A Premortem: Reverse Positive Thinking for Success
Do premortems. A postmortem is too late.
Gary Klein introduced the idea of premortems. A premortem is reverse positive thinking. Instead of imagining success, imagine failure.
What might go wrong:
A year from now, imagine your project is a colossal failure. What contributed to imagined failure? What did you fail to do?
Scenarios:
Your business is becoming more profitable. A year from now, your business is failing. What did you fail to do that caused the failure? How might you prevent future failure?
You’re ready to launch a new initiative. A year from now, this initiative crashes. What went wrong? What process or system will make success more likely?
You’ve made progress at overcoming ineffective leadership behaviors. A year from now, you’ve slipped back into ineffective behaviors. What are some possible reasons you slipped back?
Get real:
Prepare for negative outcomes that are likely.
You might say, this project will fail because the earth is hit by a meteor. You don’t need to prepare for that contingency.
Example: check-in initiative
You schedule check-in meetings with team members. Imagine your check-in initiative is a complete failure. What went wrong?
- You stopped listening and started thinking you had all the answers.
- The conversations turned into gripe sessions.
- Actions were planned, but there was no follow through.
- You canceled check-ins because of busyness.
Which of the above negative outcomes is most likely?
How will you prevent a negative outcome?
How might a premortem be useful?
What might go wrong during a premortem meeting? (This is a premortem on premortems.)
Dan,
Thanks for the article. I personally love premortems. I’ve found they allow for 2 things usually…provided it isn’t all about meteors.
1. Eliminate certain failures by expecting and implementing mitigation plans early.
2. Reduce the sting of failures that aren’t eliminated…at least you’re prepared for when it happens and the result is less of a fire needing to be put out.
I’ve heard about this before. And it reminds me, in some ways, of the “Begin with the end in mind” axiom made popular by Stephen Covey. It’s always good to think about what might go wrong and that would be helpful in developing different options or plans for serious considerations.
Sounds like doing a ‘Failure Modes and Effects Analysis’ for a project.
In my world we would never go with a plan that we know wont work. I do know sometimes when our plan fails we say “now I are setting up my replacement for success” and try to do that. Even if we know we wont be part of the end.

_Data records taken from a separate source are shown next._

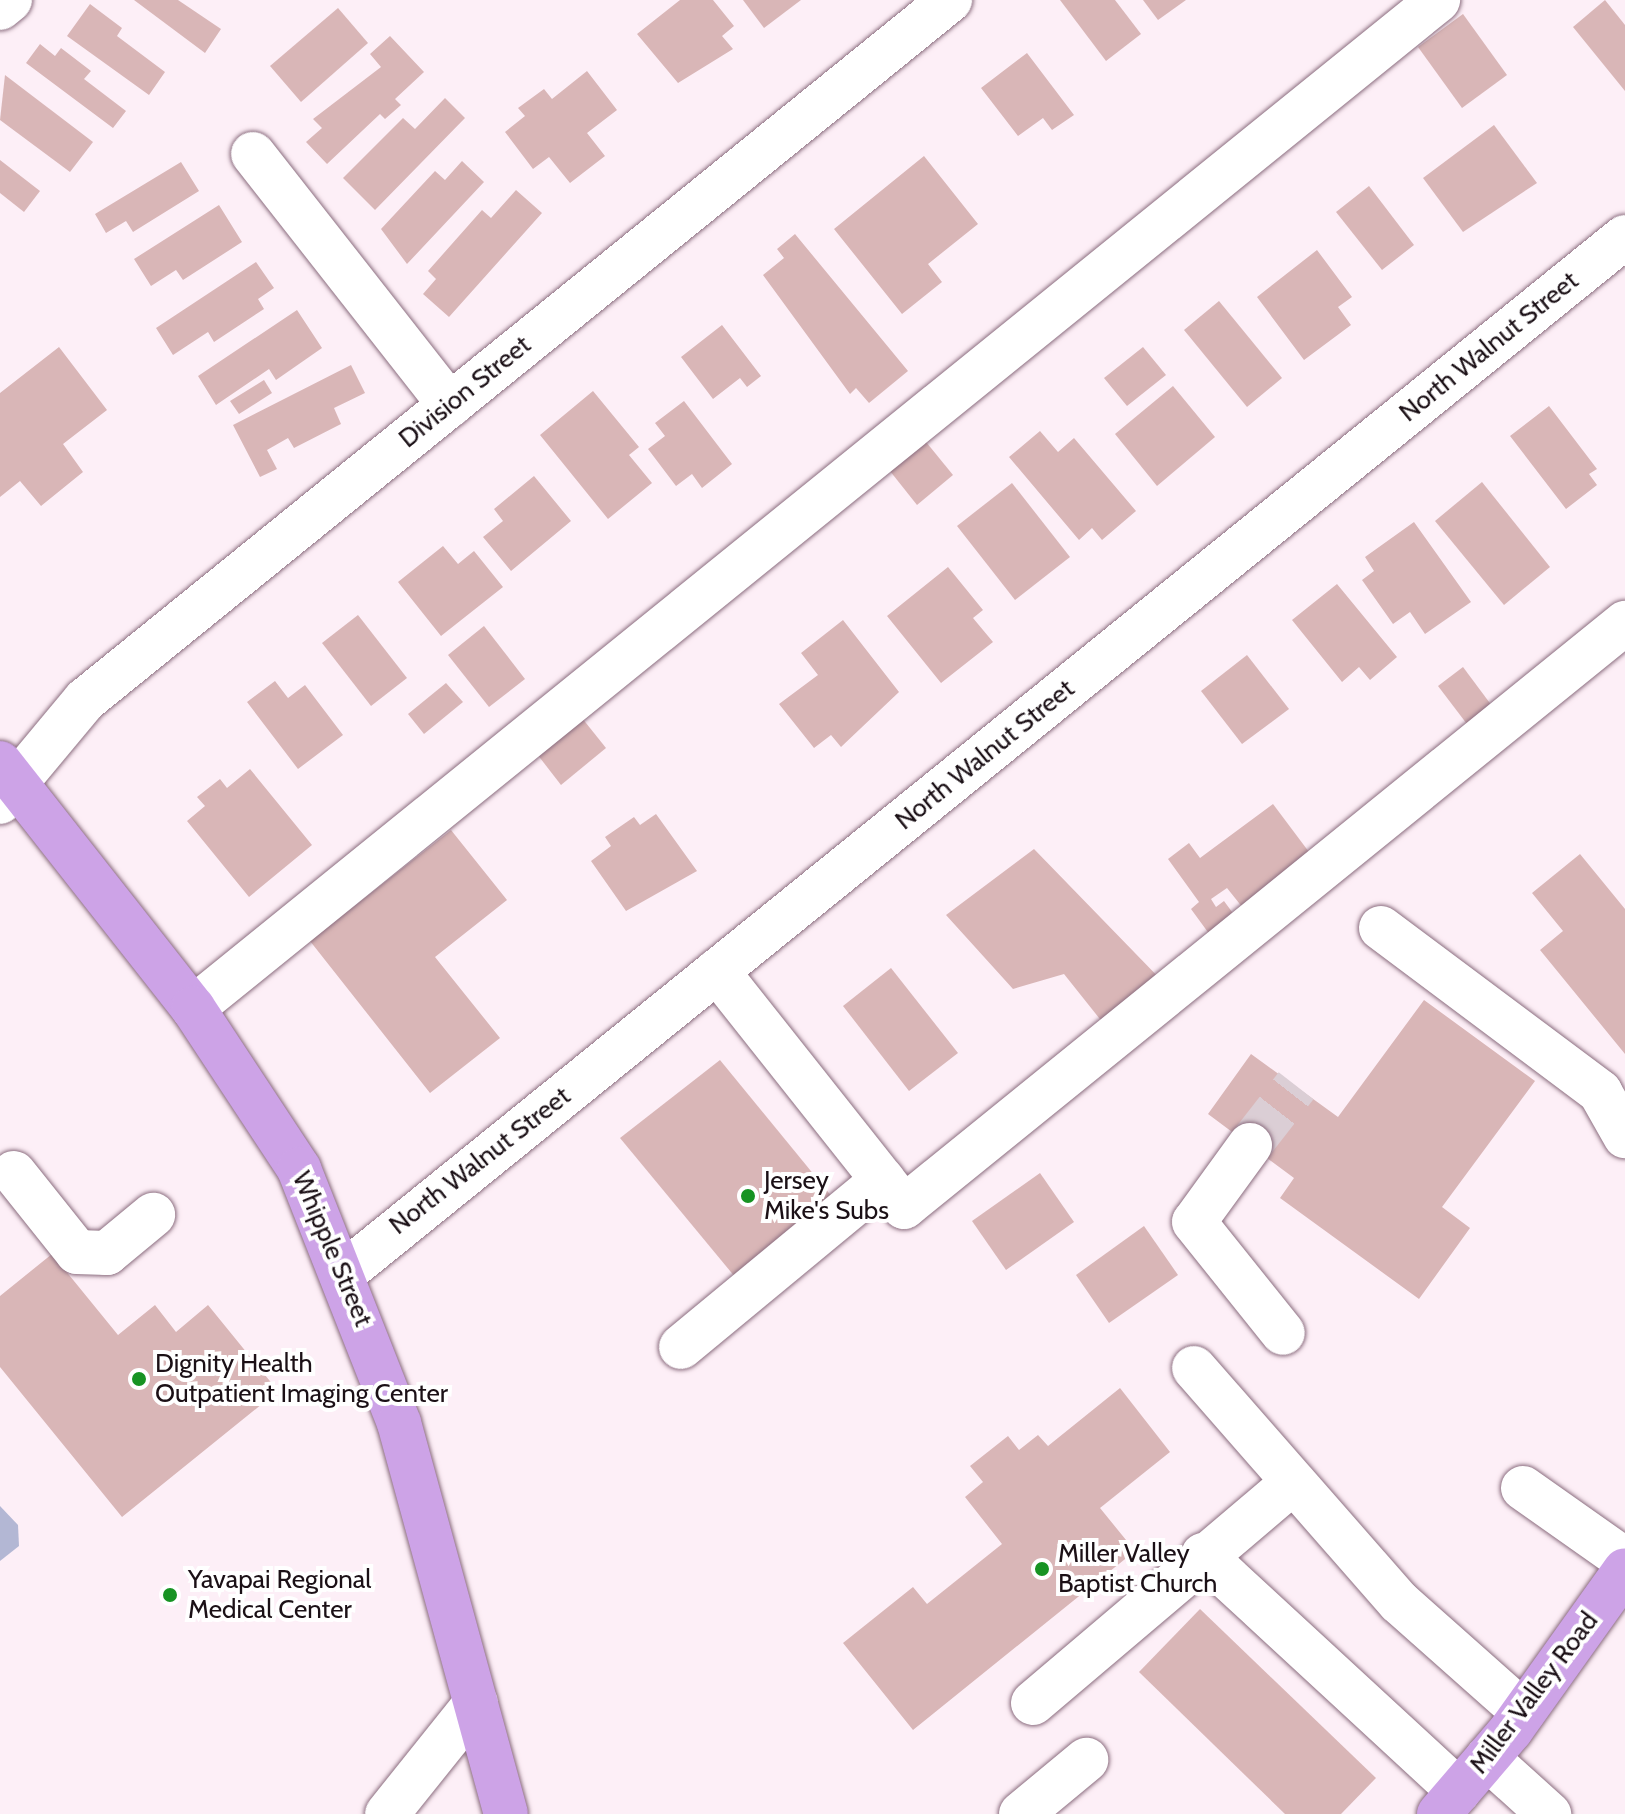 <!DOCTYPE html>
<style>
body{margin:0}
#map{position:relative;width:1625px;height:1814px;overflow:hidden;background:#fdeff7;font-family:Cabin,sans-serif}
div>[style]{position:absolute}
.water>*{inset:0;background:#b3b7d4}
.building>*{inset:0;background:#d9b6b7}
.minor-tunnel>*{height:44px;margin-top:-22px;transform-origin:0;background:repeating-linear-gradient(90deg,#dbced5 0 44px,transparent 0 66px)}
.roads{filter:drop-shadow(0 0 2px #8b6d7f) drop-shadow(0 0 2px #8b6d7f)}
.minor>*{height:44px;margin:-22px;padding:0 22px;transform-origin:22px;border-radius:22px;background:#fff}
.major>*{height:44px;margin:-22px;padding:0 22px;transform-origin:22px;border-radius:22px;background:#cda3e7}
.dots>*{width:22px;height:22px;translate:-50% -50%;box-sizing:border-box;border:4px solid #fff;border-radius:50%}
span{translate:-50% -50%;white-space:nowrap;text-align:center;line-height:1.15;-webkit-text-stroke:8px #fff;paint-order:stroke}
.street-label{font-size:26px;color:#1b1016}
.poi-label{font-size:26px;color:#1b1016}
.left{translate:0 -50%;text-align:left}
</style>
<div id="map">
<div class="water">
<i style="clip-path:polygon(0 1506px,18px 1525px,19px 1546px,0 1561px)"></i>
</div>
<div class="building">
<i style="clip-path:polygon(134px 0,178px 0,221px 29px,205px 53px)"></i>
<i style="clip-path:polygon(680px 0,713px 0,734px 26px,722px 36px,733px 49px,678px 83px,637px 34px)"></i>
<i style="clip-path:polygon(743px 0,801px 0,764px 28px)"></i>
<i style="clip-path:polygon(1060px 0,1115px 0,1141px 34px,1106px 61px)"></i>
<i style="clip-path:polygon(1143px 0,1186px 0,1158px 20px)"></i>
<i style="clip-path:polygon(1605px 0,1625px 25px,1625px 91px,1573px 27px)"></i>
<i style="clip-path:polygon(90px 4px,122px 28px,117px 36px,165px 72px,149px 95px,67px 36px)"></i>
<i style="clip-path:polygon(338px 8px,368px 43px,301px 102px,270px 66px)"></i>
<i style="clip-path:polygon(1463px 14px,1507px 75px,1462px 108px,1418px 47px)"></i>
<i style="clip-path:polygon(390px 36px,424px 72px,395px 99px,401px 105px,385px 119px,380px 114px,327px 164px,306px 142px,322px 128px,313px 119px,381px 67px,370px 54px)"></i>
<i style="clip-path:polygon(40px 44px,55px 56px,61px 48px,91px 71px,84px 79px,126px 111px,113px 128px,26px 63px)"></i>
<i style="clip-path:polygon(1027px 53px,1074px 115px,1052px 130px,1043px 118px,1018px 136px,981px 88px)"></i>
<i style="clip-path:polygon(587px 71px,617px 110px,587px 133px,605px 156px,570px 183px,549px 157px,533px 169px,505px 132px,525px 116px,518px 108px,544px 89px,552px 99px)"></i>
<i style="clip-path:polygon(5px 75px,93px 142px,70px 172px,0 120px)"></i>
<i style="clip-path:polygon(445px 98px,465px 118px,375px 210px,343px 178px,403px 118px,415px 129px)"></i>
<i style="clip-path:polygon(1494px 125px,1537px 183px,1463px 232px,1423px 178px)"></i>
<i style="clip-path:polygon(924px 156px,978px 224px,928px 264px,942px 282px,902px 314px,834px 229px)"></i>
<i style="clip-path:polygon(0 160px,40px 191px,24px 212px,0 193px)"></i>
<i style="clip-path:polygon(462px 161px,484px 182px,407px 264px,381px 229px,435px 171px,445px 180px)"></i>
<i style="clip-path:polygon(181px 162px,199px 191px,133px 232px,126px 221px,106px 233px,95px 214px)"></i>
<i style="clip-path:polygon(1369px 186px,1414px 245px,1382px 270px,1336px 212px)"></i>
<i style="clip-path:polygon(516px 190px,542px 213px,449px 317px,423px 294px,436px 279px,428px 271px,482px 210px,491px 218px)"></i>
<i style="clip-path:polygon(219px 205px,242px 242px,183px 280px,176px 270px,151px 286px,134px 259px)"></i>
<i style="clip-path:polygon(795px 234px,908px 371px,869px 403px,856px 388px,850px 394px,763px 275px,784px 258px,777px 249px)"></i>
<i style="clip-path:polygon(1317px 250px,1352px 297px,1338px 307px,1351px 325px,1304px 360px,1257px 297px)"></i>
<i style="clip-path:polygon(256px 262px,274px 288px,258px 299px,264px 309px,214px 342px,208px 332px,173px 355px,156px 328px)"></i>
<i style="clip-path:polygon(1219px 301px,1282px 378px,1247px 407px,1184px 330px)"></i>
<i style="clip-path:polygon(297px 310px,322px 348px,276px 380px,269px 369px,216px 405px,198px 376px)"></i>
<i style="clip-path:polygon(722px 325px,761px 376px,747px 387px,740px 378px,713px 399px,681px 357px)"></i>
<i style="clip-path:polygon(59px 347px,107px 410px,63px 444px,83px 472px,41px 506px,20px 481px,0 497px,0 393px)"></i>
<i style="clip-path:polygon(1143px 347px,1166px 375px,1127px 406px,1104px 378px)"></i>
<i style="clip-path:polygon(351px 365px,365px 393px,334px 408px,341px 424px,294px 448px,288px 438px,267px 450px,277px 469px,260px 477px,233px 425px)"></i>
<i style="clip-path:polygon(264px 380px,272px 393px,239px 414px,230px 401px)"></i>
<i style="clip-path:polygon(1173px 386px,1215px 437px,1157px 486px,1115px 434px)"></i>
<i style="clip-path:polygon(593px 391px,639px 447px,629px 455px,652px 483px,608px 519px,540px 435px)"></i>
<i style="clip-path:polygon(684px 401px,732px 464px,702px 488px,692px 474px,676px 486px,648px 449px,665px 436px,655px 423px)"></i>
<i style="clip-path:polygon(1549px 406px,1597px 469px,1589px 474px,1597px 485px,1566px 509px,1510px 436px)"></i>
<i style="clip-path:polygon(1040px 431px,1058px 452px,1074px 438px,1136px 511px,1102px 540px,1092px 528px,1079px 540px,1009px 457px)"></i>
<i style="clip-path:polygon(922px 437px,953px 475px,917px 505px,886px 466px)"></i>
<i style="clip-path:polygon(534px 476px,571px 521px,511px 571px,483px 537px,503px 521px,494px 509px)"></i>
<i style="clip-path:polygon(1482px 482px,1550px 567px,1504px 605px,1435px 521px)"></i>
<i style="clip-path:polygon(1012px 483px,1070px 557px,1015px 600px,957px 526px)"></i>
<i style="clip-path:polygon(1414px 522px,1471px 602px,1425px 634px,1410px 612px,1393px 624px,1362px 580px,1374px 571px,1365px 557px)"></i>
<i style="clip-path:polygon(443px 546px,458px 564px,474px 551px,503px 587px,441px 636px,398px 582px)"></i>
<i style="clip-path:polygon(948px 567px,983px 610px,973px 618px,993px 642px,941px 683px,887px 616px)"></i>
<i style="clip-path:polygon(1337px 584px,1397px 657px,1370px 680px,1359px 667px,1342px 682px,1292px 620px)"></i>
<i style="clip-path:polygon(358px 615px,407px 678px,371px 706px,322px 643px)"></i>
<i style="clip-path:polygon(843px 620px,899px 692px,841px 747px,831px 735px,814px 748px,779px 704px,818px 675px,801px 653px)"></i>
<i style="clip-path:polygon(484px 626px,525px 679px,489px 707px,448px 655px)"></i>
<i style="clip-path:polygon(1247px 655px,1289px 709px,1242px 744px,1201px 691px)"></i>
<i style="clip-path:polygon(1463px 667px,1498px 714px,1473px 732px,1438px 686px)"></i>
<i style="clip-path:polygon(275px 681px,288px 698px,305px 685px,343px 735px,298px 769px,247px 702px)"></i>
<i style="clip-path:polygon(446px 683px,463px 702px,424px 734px,408px 714px)"></i>
<i style="clip-path:polygon(582px 718px,606px 748px,561px 785px,537px 754px)"></i>
<i style="clip-path:polygon(250px 769px,312px 845px,249px 897px,187px 821px,205px 806px,197px 797px,220px 779px,227px 788px)"></i>
<i style="clip-path:polygon(1273px 804px,1312px 856px,1243px 908px,1227px 888px,1211px 899px,1216px 907px,1224px 901px,1235px 916px,1210px 935px,1191px 909px,1199px 902px,1168px 859px,1189px 843px,1200px 858px)"></i>
<i style="clip-path:polygon(656px 814px,697px 871px,626px 911px,591px 861px,611px 846px,605px 837px,634px 817px,640px 825px)"></i>
<i style="clip-path:polygon(451px 830px,507px 900px,435px 957px,500px 1038px,430px 1093px,310px 941px)"></i>
<i style="clip-path:polygon(1034px 849px,1168px 987px,1115px 1038px,1064px 974px,1013px 989px,946px 915px)"></i>
<i style="clip-path:polygon(1580px 854px,1625px 909px,1625px 1054px,1540px 950px,1563px 931px,1532px 893px)"></i>
<i style="clip-path:polygon(891px 968px,958px 1053px,909px 1091px,843px 1006px)"></i>
<i style="clip-path:polygon(1424px 1000px,1535px 1081px,1442px 1207px,1470px 1228px,1419px 1299px,1280px 1198px,1294px 1178px,1208px 1114px,1251px 1054px,1338px 1117px)"></i>
<i style="clip-path:polygon(720px 1060px,842px 1209px,740px 1283px,620px 1138px)"></i>
<i style="clip-path:polygon(1040px 1173px,1074px 1222px,1006px 1270px,972px 1221px)"></i>
<i style="clip-path:polygon(1144px 1226px,1178px 1275px,1109px 1323px,1076px 1275px)"></i>
<i style="clip-path:polygon(52px 1254px,118px 1335px,155px 1305px,176px 1332px,208px 1305px,278px 1391px,122px 1517px,0 1367px,0 1296px)"></i>
<i style="clip-path:polygon(1120px 1388px,1170px 1452px,1100px 1508px,1135px 1551px,913px 1730px,843px 1643px,913px 1587px,927px 1604px,1002px 1544px,965px 1497px,983px 1482px,970px 1466px,1008px 1436px,1019px 1450px,1038px 1435px,1048px 1446px)"></i>
<i style="clip-path:polygon(1200px 1609px,1376px 1778px,1341px 1814px,1285px 1814px,1139px 1672px)"></i>
</div>
<div class="minor-tunnel">
<i style="left:1250px;top:1145px;width:75px;rotate:-52.1deg"></i>
</div>
<div class="roads">
<div class="minor">
<i style="left:0;top:8px;width:13px;rotate:-39deg"></i>
<i style="left:253px;top:154px;width:319px;rotate:51.9deg"></i>
<i style="left:0;top:802px;width:133px;rotate:-50.2deg"></i>
<i style="left:85px;top:700px;width:1113px;rotate:-38.98deg"></i>
<i style="left:1381px;top:928px;width:274px;rotate:36.8deg"></i>
<i style="left:1600px;top:1092px;width:51px;rotate:60.4deg"></i>
<i style="left:717px;top:971px;width:301px;rotate:51.6deg"></i>
<i style="left:904px;top:1207px;width:928px;rotate:-39.01deg"></i>
<i style="left:193px;top:1008px;width:1602px;rotate:-38.99deg"></i>
<i style="left:1250px;top:1145px;width:95px;rotate:126deg"></i>
<i style="left:1194px;top:1222px;width:142px;rotate:51.3deg"></i>
<i style="left:14px;top:1173px;width:101px;rotate:51.4deg"></i>
<i style="left:77px;top:1252px;width:30px;rotate:2deg"></i>
<i style="left:107px;top:1253px;width:60px;rotate:-39.6deg"></i>
<i style="left:345px;top:1272px;width:1646px;rotate:-38.96deg"></i>
<i style="left:681px;top:1347px;width:262px;rotate:-39.6deg"></i>
<i style="left:1194px;top:1368px;width:311px;rotate:48.8deg"></i>
<i style="left:1399px;top:1602px;width:166px;rotate:41.6deg"></i>
<i style="left:1523px;top:1488px;width:125px;rotate:35.2deg"></i>
<i style="left:1203px;top:1555px;width:348px;rotate:42.7deg"></i>
<i style="left:1033px;top:1703px;width:340px;rotate:-40.3deg"></i>
<i style="left:1487px;top:1758px;width:84px;rotate:42.1deg"></i>
<i style="left:387px;top:1814px;width:142px;rotate:-51.3deg"></i>
<i style="left:1021px;top:1814px;width:85px;rotate:-39.7deg"></i>
</div>
<div class="major">
<i style="left:0;top:763px;width:312px;rotate:51.8deg"></i>
<i style="left:193px;top:1008px;width:193px;rotate:56.6deg"></i>
<i style="left:299px;top:1169px;width:273px;rotate:68.5deg"></i>
<i style="left:399px;top:1423px;width:405px;rotate:74.7deg"></i>
<i style="left:1439px;top:1814px;width:111px;rotate:-49.4deg"></i>
<i style="left:1511px;top:1730px;width:196px;rotate:-54.5deg"></i>
</div>
</div>
<div class="dots">
<i style="left:748px;top:1196px;background:#179323"></i>
<i style="left:139px;top:1379px;background:#179323"></i>
<i style="left:1042px;top:1569px;background:#179323"></i>
<i style="left:170px;top:1595px;background:#179323"></i>
</div>
<div class="street-label">
<span style="left:1489px;top:347px;rotate:-39deg">North Walnut Street</span>
<span style="left:465px;top:392px;rotate:-39deg">Division Street</span>
<span style="left:985px;top:755px;rotate:-39deg">North Walnut Street</span>
<span style="left:480px;top:1161px;rotate:-38deg">North Walnut Street</span>
<span style="left:332px;top:1249px;rotate:67deg">Whipple Street</span>
<span style="left:1534px;top:1693px;rotate:-53deg">Miller Valley Road</span>
</div>
<div class="poi-label">
<span class="left" style="left:764px;top:1196px">Jersey<br>Mike's Subs</span>
<span class="left" style="left:155px;top:1379px">Dignity Health<br>Outpatient Imaging Center</span>
<span class="left" style="left:1058px;top:1569px">Miller Valley<br>Baptist Church</span>
<span class="left" style="left:188px;top:1595px">Yavapai Regional<br>Medical Center</span>
</div>
</div>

On Fri, Jun 28, 2019 at 6:04 AM Leadership Freak wrote:
> Dan Rockwell posted: “Do premortems. A postmortem is too late. Gary Klein > introduced the idea of premortems. A premortem is reverse positive > thinking. Instead of imagining success, imagine failure. What might go > wrong: A year from now, imagine your project is a co” >
“Invert! Always INVERT!”
— Charles Munger’s mantra re companys’ financials
Re Warren Buffet’s sageness …
Mwrcilessly … Always run whatever equation you have come up with … both backwards and forwards,
modifying each and every presumption as regards the past (performance), current assumption (delta between then and now), and future prosumption (unrealized, as yet, potential variable) as you do so.
You find out – in quantitative terms – how ONLY positive thinking by individuals (incomplete considerations) leads to potential collective disaster (wrong results), i.e. unintended consequences.
The only way to check your faith…
What goes wrong with premortems?
When “lessons learned” dictate that unseen mistakes are repeated (because they are taken gospel by those vested in them).
I did this exercise this past year with our school leaders and then many of them did it in their schools last year. It is a powerful exercise and gets barriers named and strategies to overcome those barriers on the table.
This is the same thinking as Mr. Risto Siilasmaa presented in his book “Transforming Nokia. The Power of Paranoid Optimism to Lead Through Colossal Change”. He calls it paranoid optimism: in any process you start with preferred outcome and prune the plan by challenging everything in ‘paranoid way’ i.e. everything fails. By expecting the worst you plan for success, eventually, and by challenging the thinking within the organization itself, you also take into account the fact that the organization itself might not be up to the challenge at the moment. This goes well along with the freethinking leader philosophy by Marcus Buckingham, that to create a flowing change you have to evaluate your thinking by looking it outside the box you are put in. Question everything that is taken for granted.